BANGKALAN | SURYA Online - Jajaran Kepolisian Sektor Burneh, Kabupaten Bangkalan, Madura, Kamis (29/4/2010), berhasil meringkus anggota komplotan pencurian hewan di wilayah tersebut.
Identitas tersangka diketahui bernama Bahri (40) warga Kecamatan Robatal, Kabupaten Sampang. Polisi juga mengamankan tiga ekor sapi yang diduga merupakan hasil curian.

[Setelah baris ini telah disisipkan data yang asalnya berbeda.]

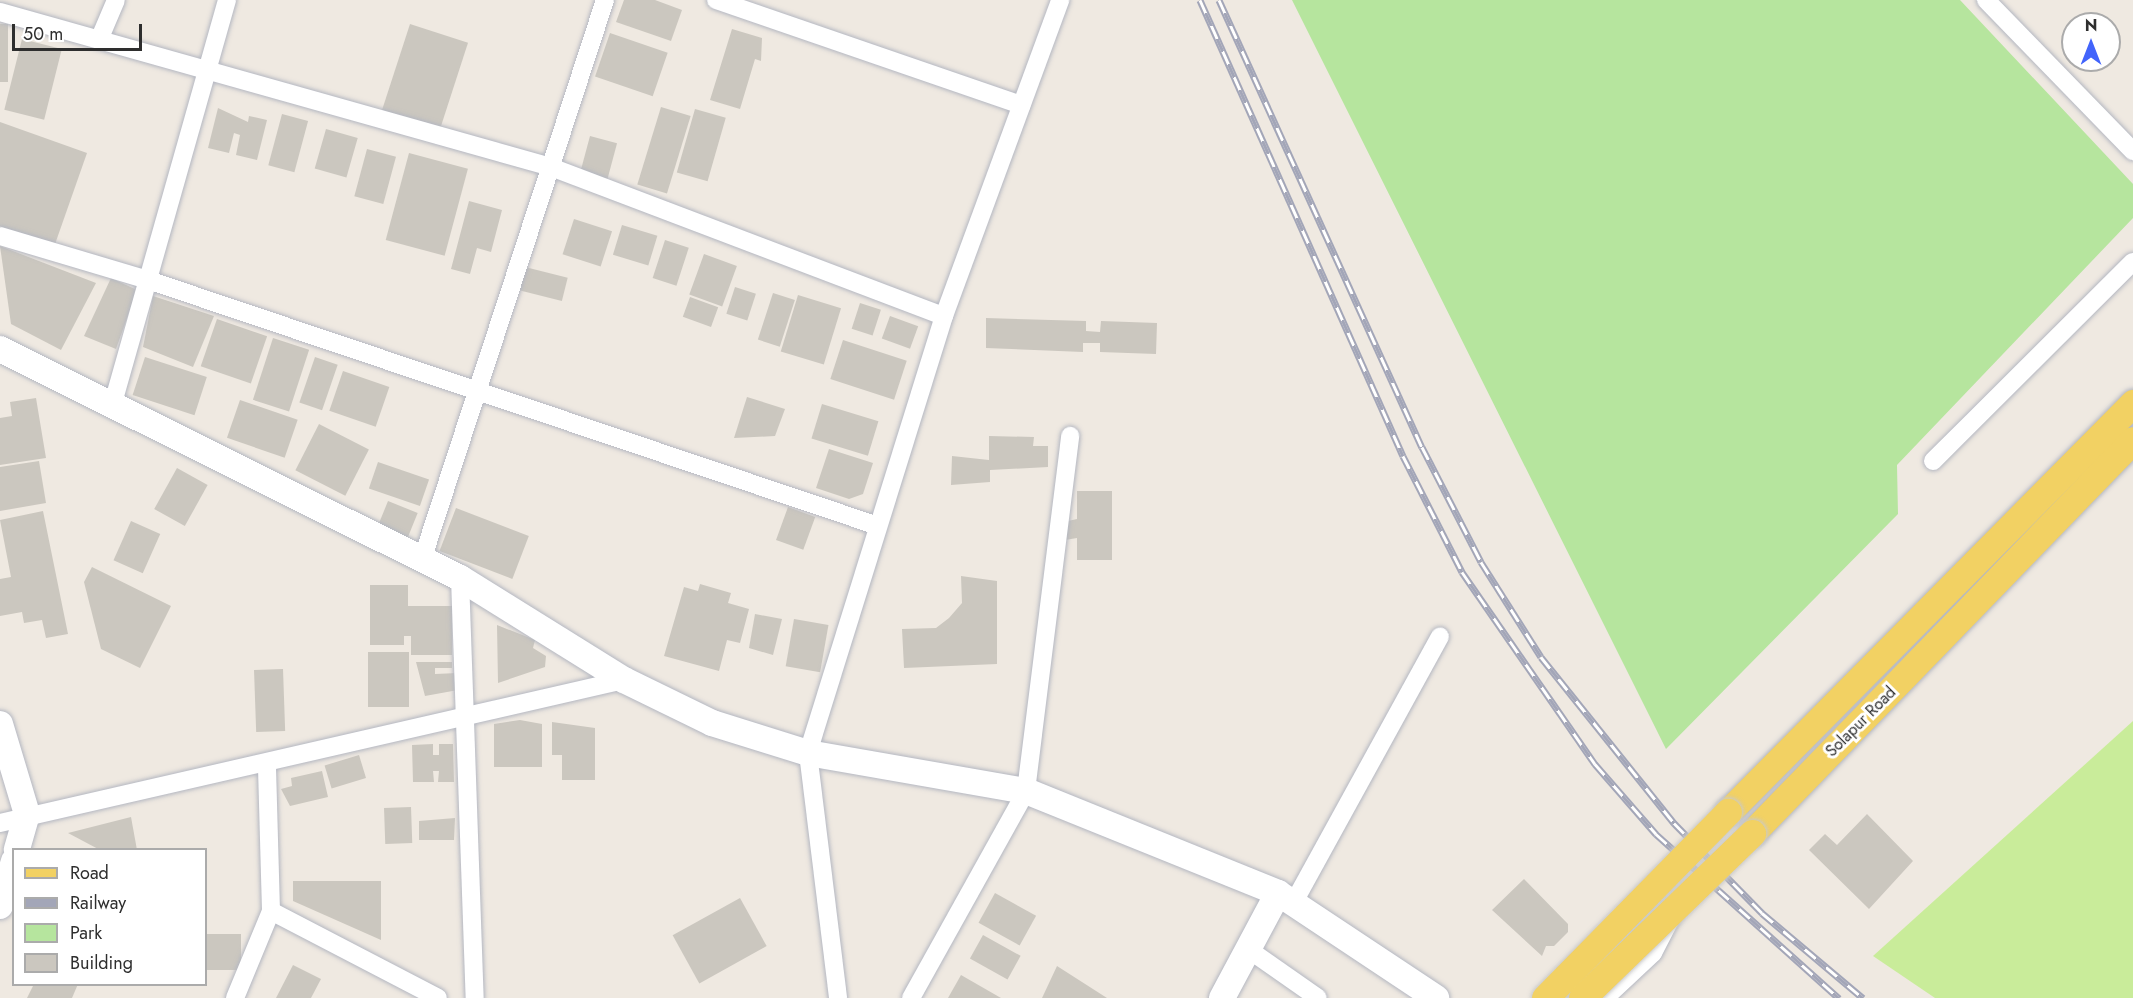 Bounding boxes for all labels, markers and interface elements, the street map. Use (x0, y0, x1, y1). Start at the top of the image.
scale bar (15, 12, 146, 50)
north arrow (2061, 12, 2121, 72)
text: N (2085, 14, 2097, 37)
text: 50 m (23, 21, 63, 47)
street label: Solapur Road (1822, 683, 1900, 761)
legend (12, 848, 207, 986)
text: Road (70, 860, 109, 886)
text: Railway (70, 890, 126, 916)
text: Park (70, 920, 102, 946)
text: Building (70, 950, 133, 976) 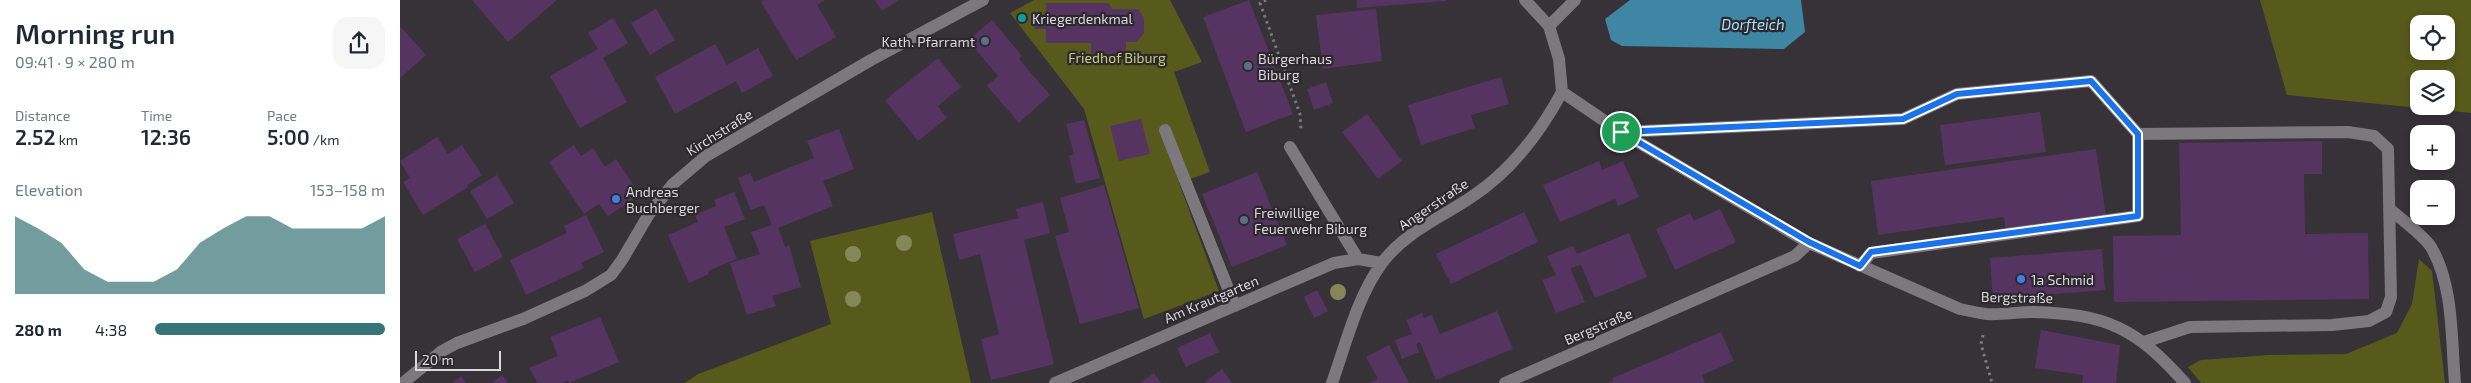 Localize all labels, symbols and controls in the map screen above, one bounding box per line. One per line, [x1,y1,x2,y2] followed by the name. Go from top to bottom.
[1032,10,1133,27] place label: Kriegerdenkmal
[1016,12,1028,24] marker: Kriegerdenkmal
[1721,15,1785,33] water label: Dorfteich
[2410,15,2455,225] map controls
[2410,15,2455,60] button: locate
[15,16,175,50] text: Morning run
[333,17,385,69] button: share
[881,33,975,50] place label: Kath. Pfarramt
[979,35,991,47] marker: Kath. Pfarramt
[1068,49,1166,66] park label: Friedhof Biburg
[1258,50,1332,83] place label: Bürgerhaus Biburg
[15,52,135,71] text: 09:41 · 9 × 280 m
[1242,60,1254,72] marker: Bürgerhaus Biburg
[2410,70,2455,115] button: layers
[683,105,755,159] street label: Kirchstraße
[15,107,70,124] text: Distance
[141,107,172,124] text: Time
[267,107,297,124] text: Pace
[1600,111,1642,153] pin
[1607,118,1635,146] icon: arrive
[15,124,56,149] text: 2.52
[141,124,191,149] text: 12:36
[267,124,310,149] text: 5:00
[2410,125,2455,170] button: +
[56,131,78,148] text: km
[310,131,339,148] text: /km
[1395,174,1471,234] street label: Angerstraße
[15,180,83,199] text: Elevation
[310,180,385,199] text: 153–158 m
[2410,180,2455,225] button: −
[626,183,700,216] place label: Andreas Buchberger
[610,193,622,205] marker: Andreas Buchberger
[1254,204,1367,237] place label: Freiwillige Feuerwehr Biburg
[1238,214,1250,226] marker: Freiwillige Feuerwehr Biburg
[1161,271,1261,327] street label: Am Krautgarten
[2031,271,2094,288] place label: 1a Schmid
[2015,273,2027,285] marker: 1a Schmid
[1981,288,2053,306] street label: Bergstraße
[1561,304,1635,348] street label: Bergstraße
[15,320,62,339] text: 280 m
[95,320,127,339] text: 4:38
[415,348,501,371] scale bar
[422,351,454,368] text: 20 m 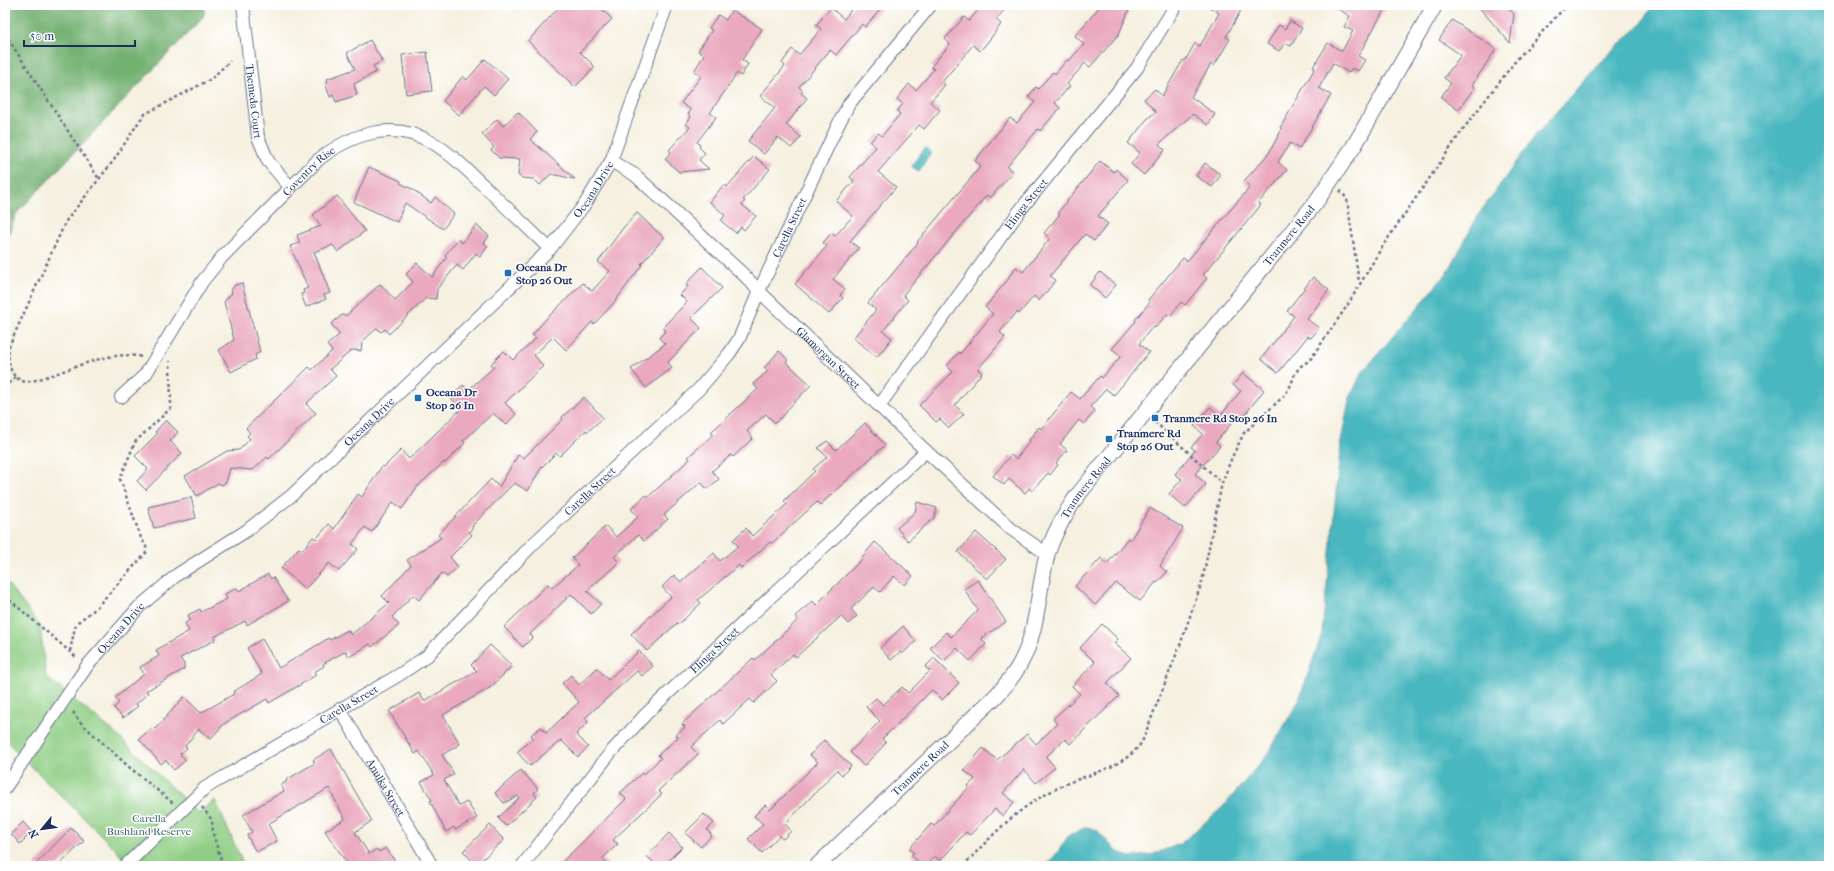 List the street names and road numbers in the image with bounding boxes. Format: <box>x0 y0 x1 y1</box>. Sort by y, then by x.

Berdasarkan informasi yang dihimpun, penangkapan tersebut berawal ketika pemilik sapi Risak, warga Kecamatan Kamal, Bangkalan, mengintai di Jalan Embong Miring, karena sapinya hilang tiga hari yang lalu.
Hal tersebut dilakukan karena jalan raya tersebut merupakan jalur utama dari arah selatan. Tanpa diduga, Risak melihat sebuah mobil “pick up” memuat tiga ekor sapi. Yakin, sapi-sapi itu miliknya, Risak menghentikan mobil itu.
Cekcok mulut pun terjadi, antara Risak dengan tersangka, beserta dua orang temannya yang kemungkinan besar merupakan anggota dari komplotan pencurian hewan.
Kejadian itu mengundang warga lain untuk mendekat dan beberapa petugas polisi melihatnya, karena lokasinya hanya berjarak 100 meter dari kantor Kepolisian Sektor (Polsek) Burneh.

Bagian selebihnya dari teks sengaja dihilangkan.